I’ve been doing a little research on sleep. I have found that the more I understand about nutrition, the better I eat. And I thought the same would hold true for sleep. In fact, though on my way to convincing myself to sleep more, I found mostly research to help me sleep less.
People who get fewer than six hours of sleep function like drunk people at work. For example people who missed just one night of sleep scored 20% lower on math tests than they did when they had eight hours of sleep. And, people who get significantly fewer than eight hours a night of sleep are more likely to be obese, according to a study at the University of British Columbia.
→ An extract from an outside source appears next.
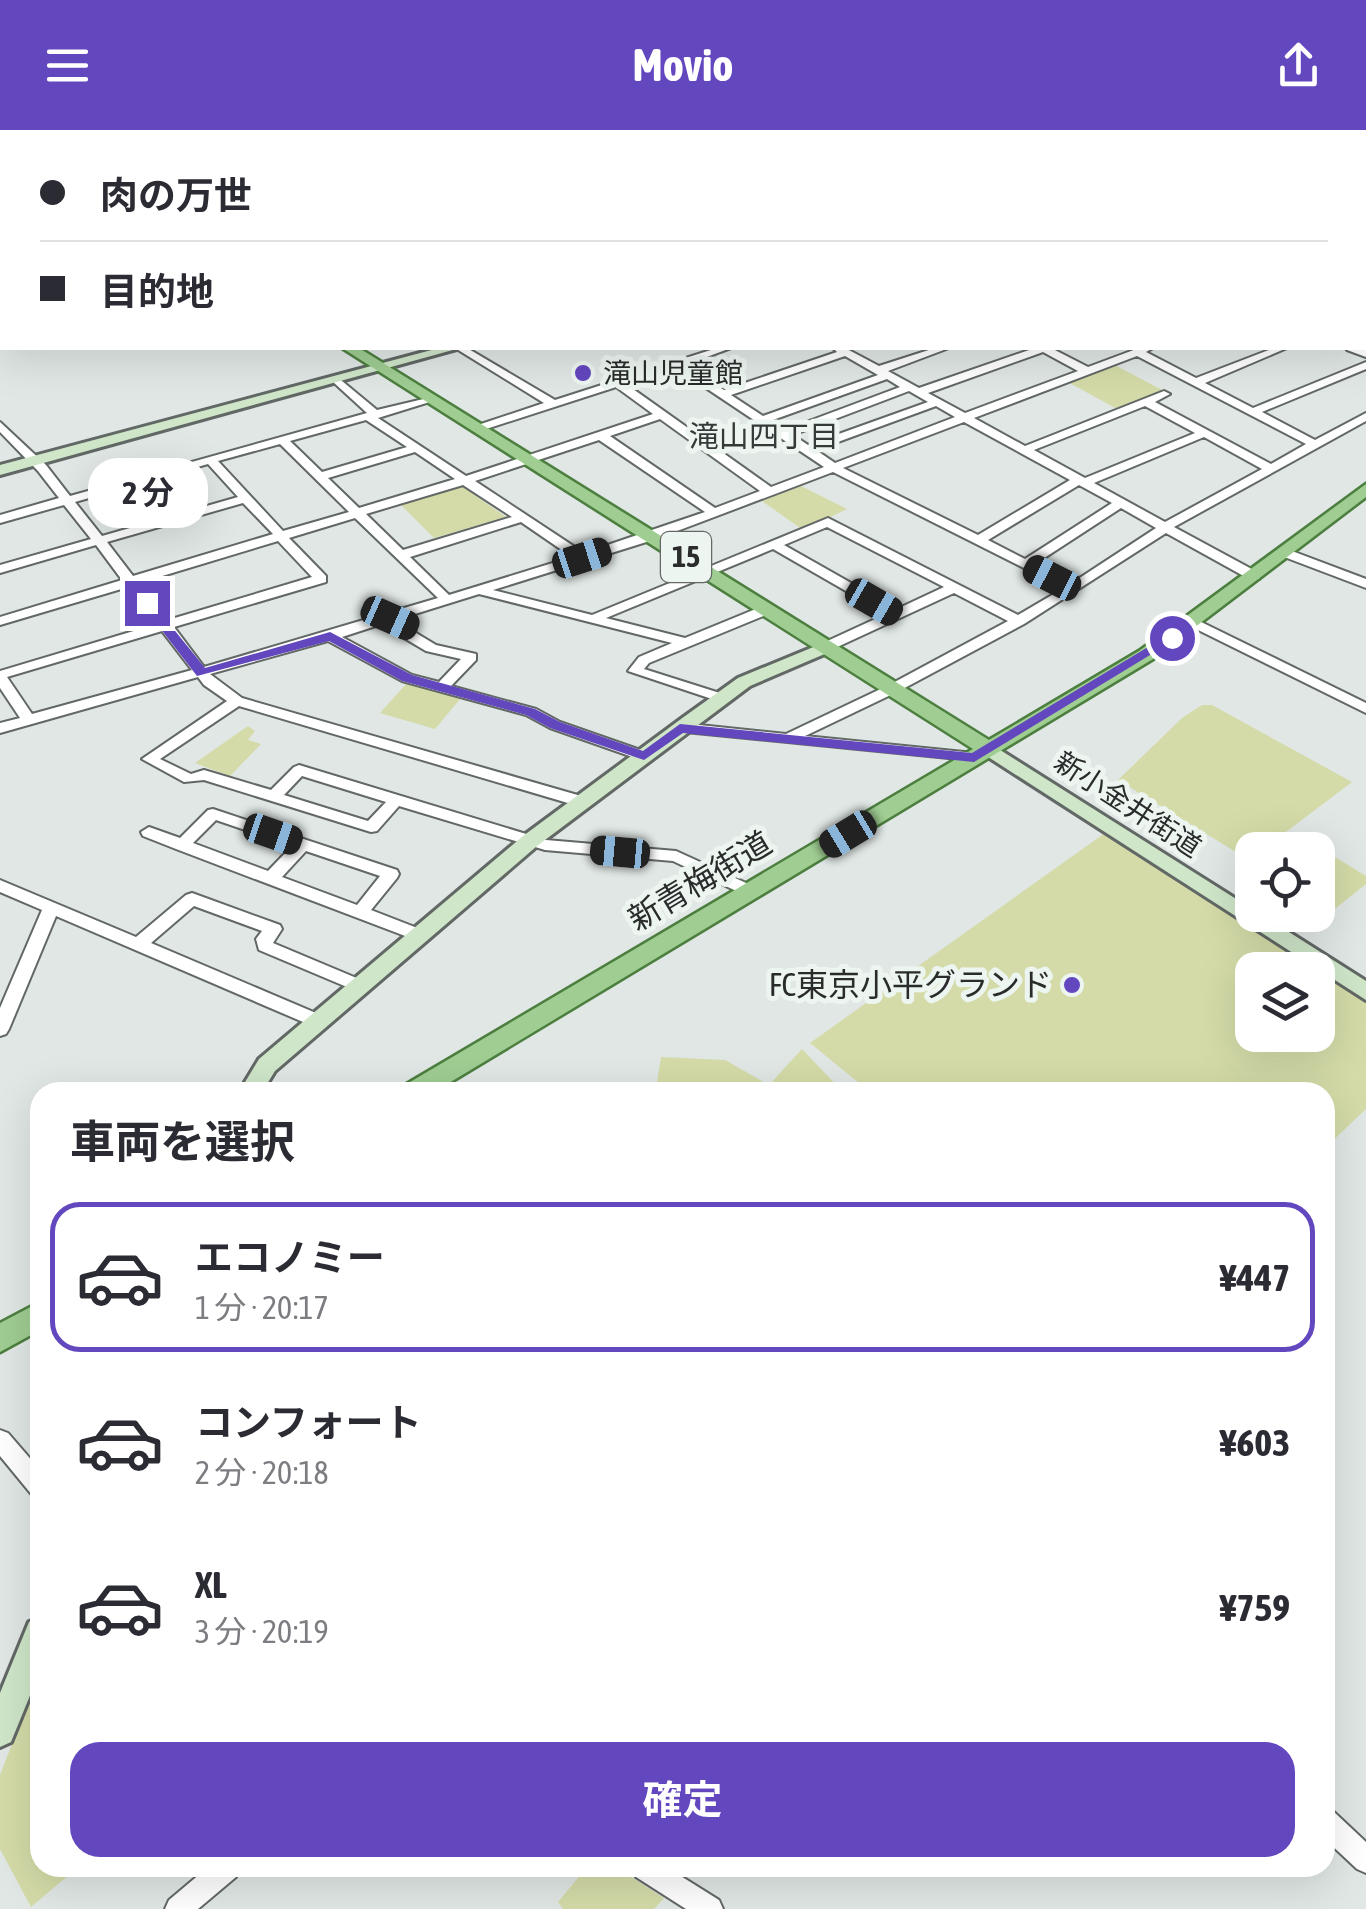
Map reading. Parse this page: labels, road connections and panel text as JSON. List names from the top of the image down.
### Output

Here’s some research I didn’t expect to see:
And here's more good news for the chronic night-owl who suffers with a day job: If you miss out on sleep, you don’t need to make it all up. Only about a third of this lost sleep needs to be regained. The people who spend all weekend in bed catching up don’t need that much sleep. They just like lying around in bed.
You don’t even have to wait for the weekend to make up the sleeping time: Power naps are in fashion — at least among elite athletes and soldiers in Iraq, both of whom are required to take power naps before a major effort. The power nap should be exactly twenty minutes, according to sleep researcher Sara Mednick, at the Salk Institute for Biological Studies. Your sleep cycles run in 90 or 120 minute cycles, but after twenty minutes you’ve done the most important part of your sleeping.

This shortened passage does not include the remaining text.